Within the records below, find each line with the word "data" and copy it out.

[Extracted records]
=====

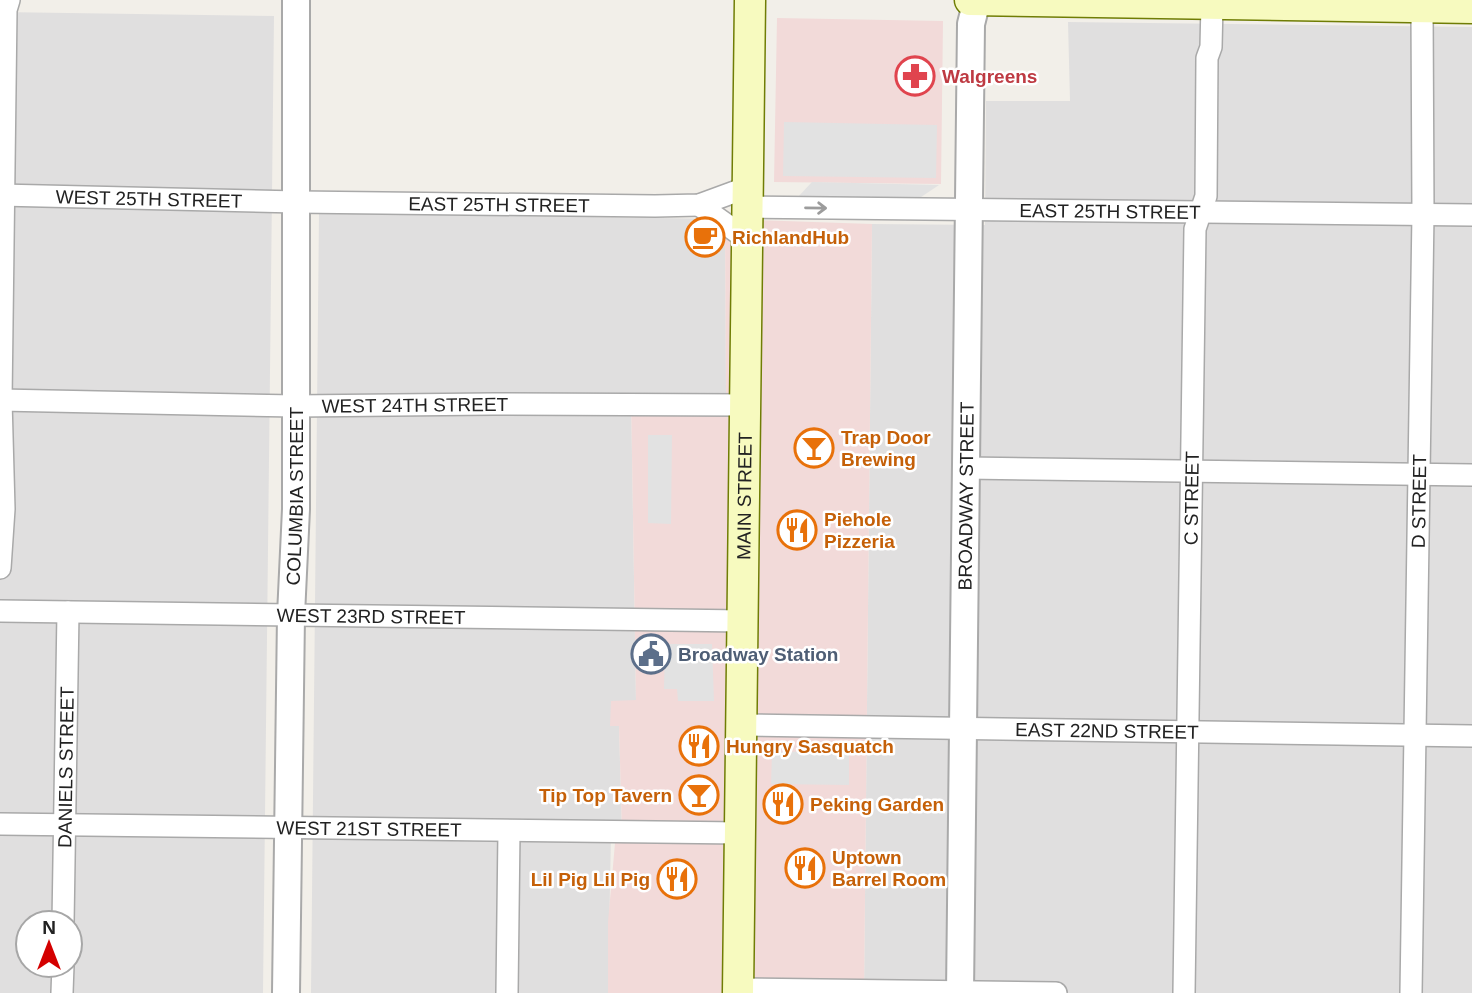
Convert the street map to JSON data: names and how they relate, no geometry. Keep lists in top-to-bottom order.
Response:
{
  "streets": {
    "main road": ["MAIN STREET"],
    "street": [
      "WEST 25TH STREET",
      "EAST 25TH STREET",
      "WEST 24TH STREET",
      "BROADWAY STREET",
      "COLUMBIA STREET",
      "C STREET",
      "D STREET",
      "WEST 23RD STREET",
      "EAST 22ND STREET",
      "DANIELS STREET",
      "WEST 21ST STREET"
    ]
  },
  "crossings": [
    ["WEST 25TH STREET", "EAST 25TH STREET"],
    ["WEST 25TH STREET", "COLUMBIA STREET"],
    ["EAST 25TH STREET", "BROADWAY STREET"],
    ["EAST 25TH STREET", "COLUMBIA STREET"],
    ["EAST 25TH STREET", "MAIN STREET"],
    ["EAST 25TH STREET", "C STREET"],
    ["EAST 25TH STREET", "D STREET"],
    ["WEST 24TH STREET", "COLUMBIA STREET"],
    ["WEST 24TH STREET", "MAIN STREET"],
    ["BROADWAY STREET", "EAST 22ND STREET"],
    ["COLUMBIA STREET", "WEST 23RD STREET"],
    ["COLUMBIA STREET", "WEST 21ST STREET"],
    ["MAIN STREET", "WEST 23RD STREET"],
    ["MAIN STREET", "EAST 22ND STREET"],
    ["MAIN STREET", "WEST 21ST STREET"],
    ["C STREET", "EAST 22ND STREET"],
    ["D STREET", "EAST 22ND STREET"],
    ["WEST 23RD STREET", "DANIELS STREET"],
    ["DANIELS STREET", "WEST 21ST STREET"]
  ],
  "places": {
    "pharmacy": ["Walgreens"],
    "cafe": ["RichlandHub"],
    "bar": ["Trap Door Brewing", "Tip Top Tavern"],
    "restaurant": [
      "Piehole Pizzeria",
      "Hungry Sasquatch",
      "Peking Garden",
      "Uptown Barrel Room",
      "Lil Pig Lil Pig"
    ],
    "public building": ["Broadway Station"]
  },
  "north": "top"
}
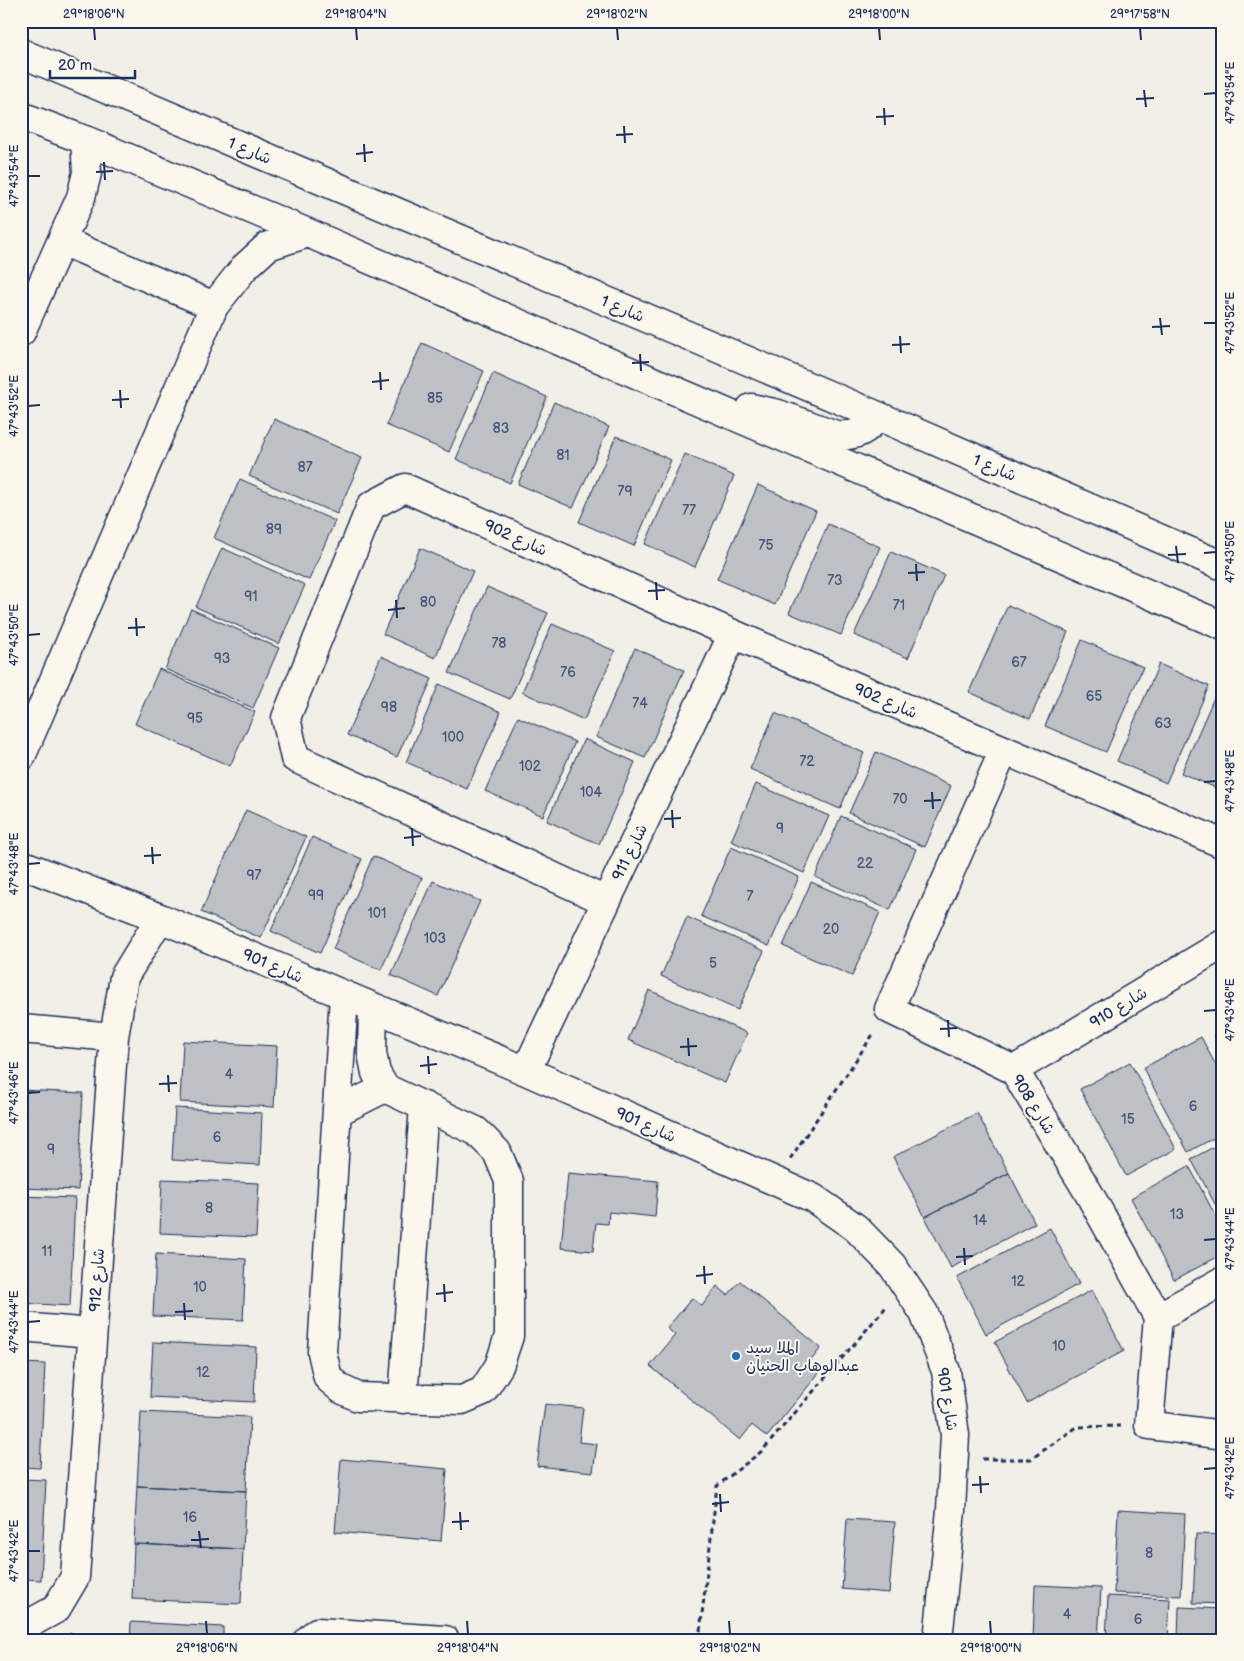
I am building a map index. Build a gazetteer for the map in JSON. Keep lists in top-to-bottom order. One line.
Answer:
{"streets":{"street":["شارع 1","شارع 902","شارع 911","شارع 901","شارع 910","شارع 908","شارع 912"]},"crossings":[["شارع 902","شارع 911"],["شارع 911","شارع 901"],["شارع 901","شارع 912"],["شارع 910","شارع 908"]],"places":["الملا سيد عبدالوهاب الحنيان"],"house_numbers":["85","83","81","87","79","77","89","75","73","91","80","71","78","93","67","76","65","74","98","95","63","100","72","102","104","70","9","22","97","99","7","101","20","103","5","4","6","15","6","9","8","13","14","11","12","10","10","12","16","8","4","6"],"scale_bar":"20 m","coordinates":["29°18'06\"N","29°18'04\"N","29°18'02\"N","29°18'00\"N","29°17'58\"N","47°43'54\"E","47°43'52\"E","47°43'50\"E","47°43'48\"E","47°43'46\"E","47°43'44\"E","47°43'42\"E"]}
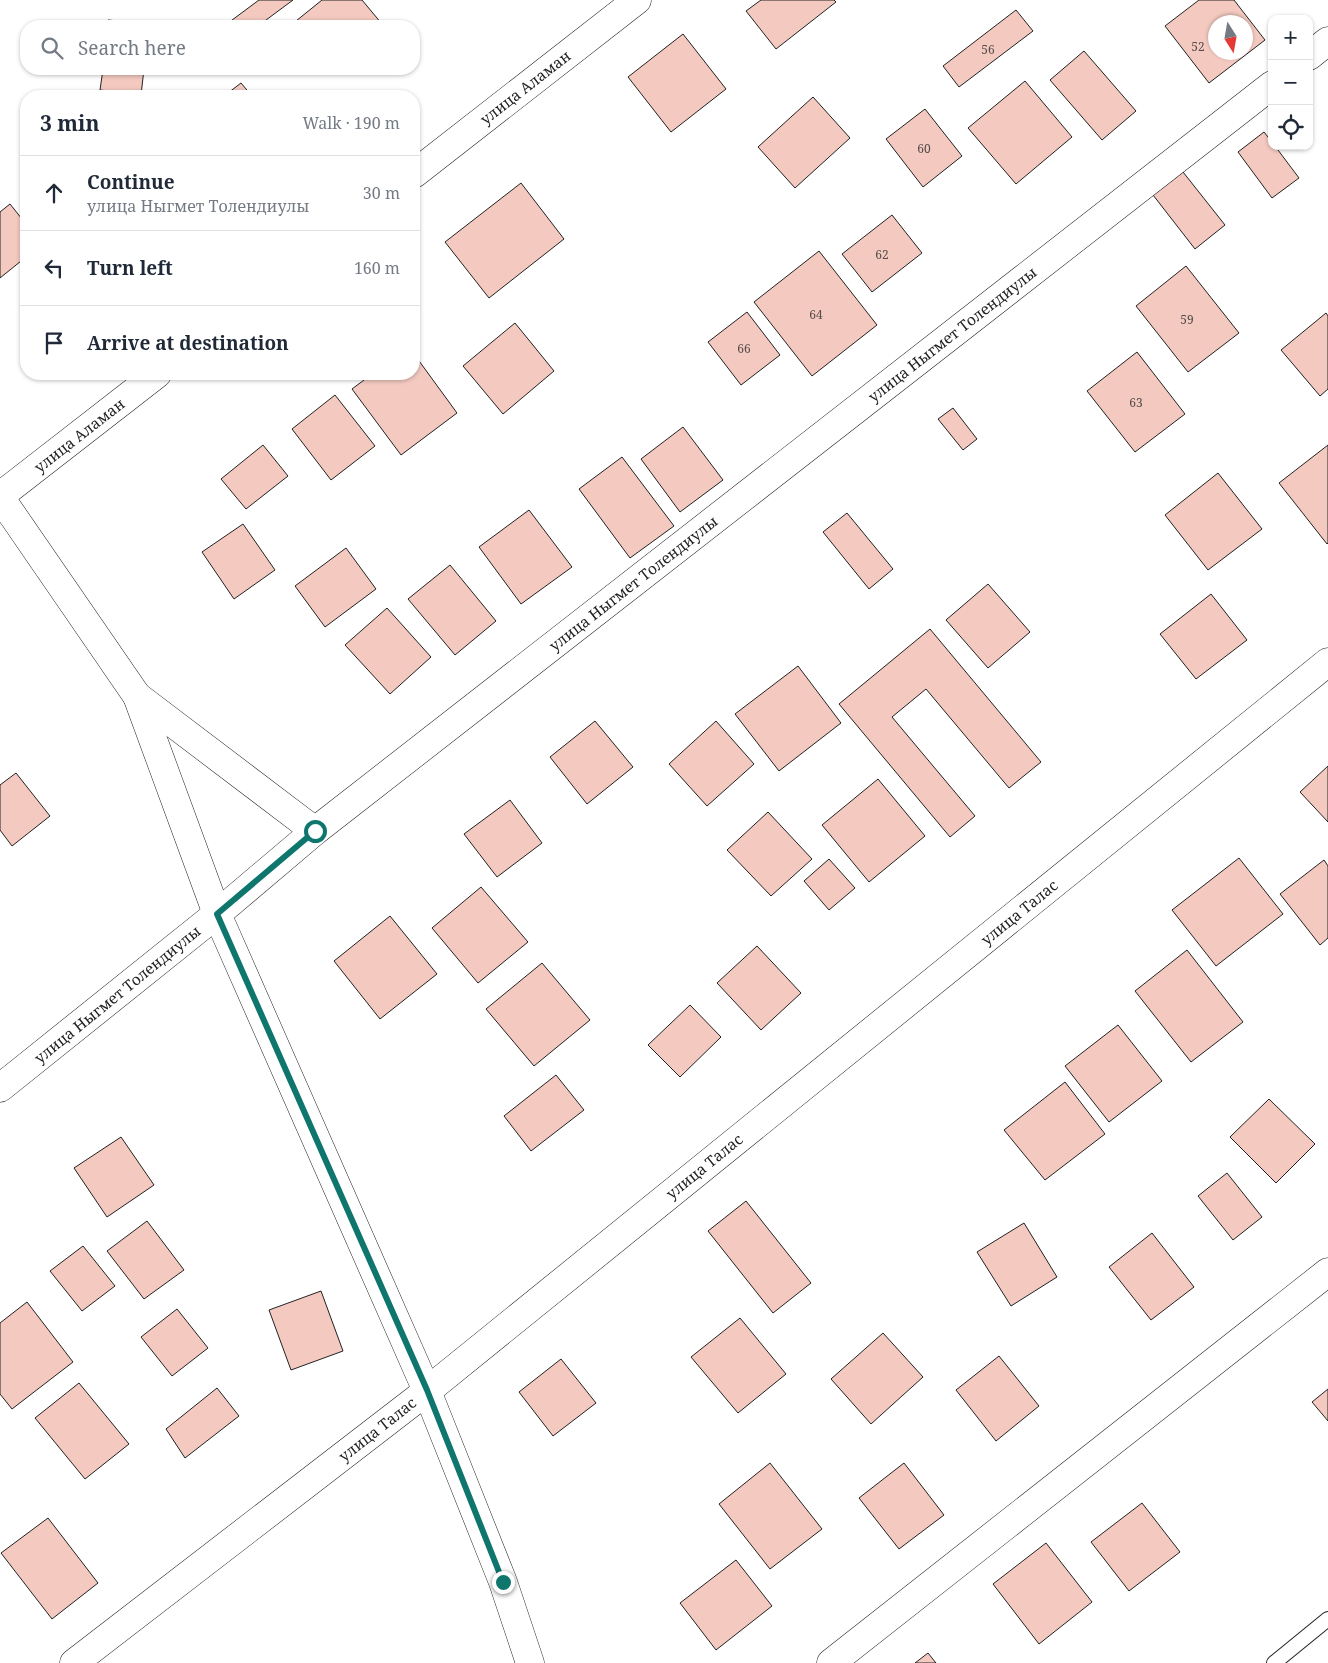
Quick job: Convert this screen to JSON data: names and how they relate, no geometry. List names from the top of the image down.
{
  "streets": {
    "street": ["улица Аламан", "улица Ныгмет Толендиулы", "улица Талас"]
  },
  "house_numbers": [
    "52",
    "56",
    "60",
    "62",
    "64",
    "59",
    "66",
    "63"
  ],
  "north": "bottom",
  "page": {
    "map_buttons": ["+", "−"],
    "search": "Search here",
    "heading": ["3 min", "Walk · 190 m"],
    "list": [
      ["Continue", "улица Ныгмет Толендиулы", "30 m"],
      ["Turn left", "160 m"],
      "Arrive at destination"
    ]
  }
}
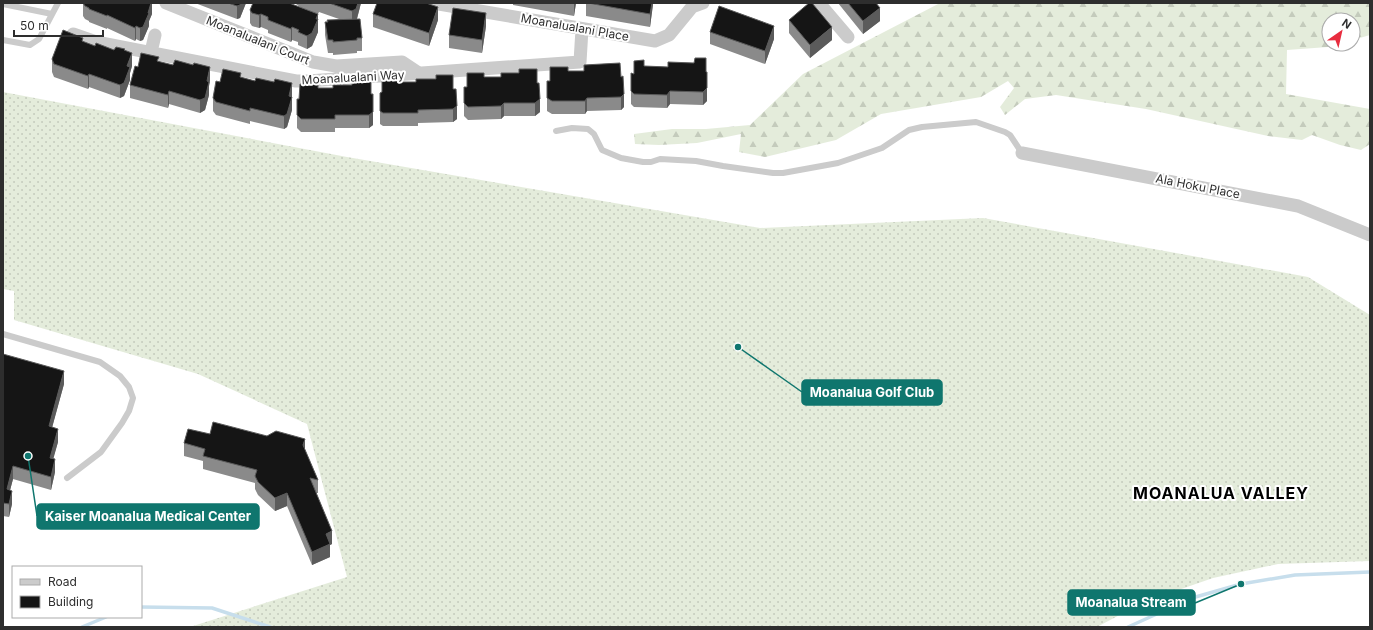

=====

*SOLUTION TO THE EXERCISE*
Convert the street map to JSON data: names and how they relate, no geometry. Keep lists in top-to-bottom order.
Quick job: Convert this screen to JSON data: names and how they relate, no geometry. List names from the top of the image down.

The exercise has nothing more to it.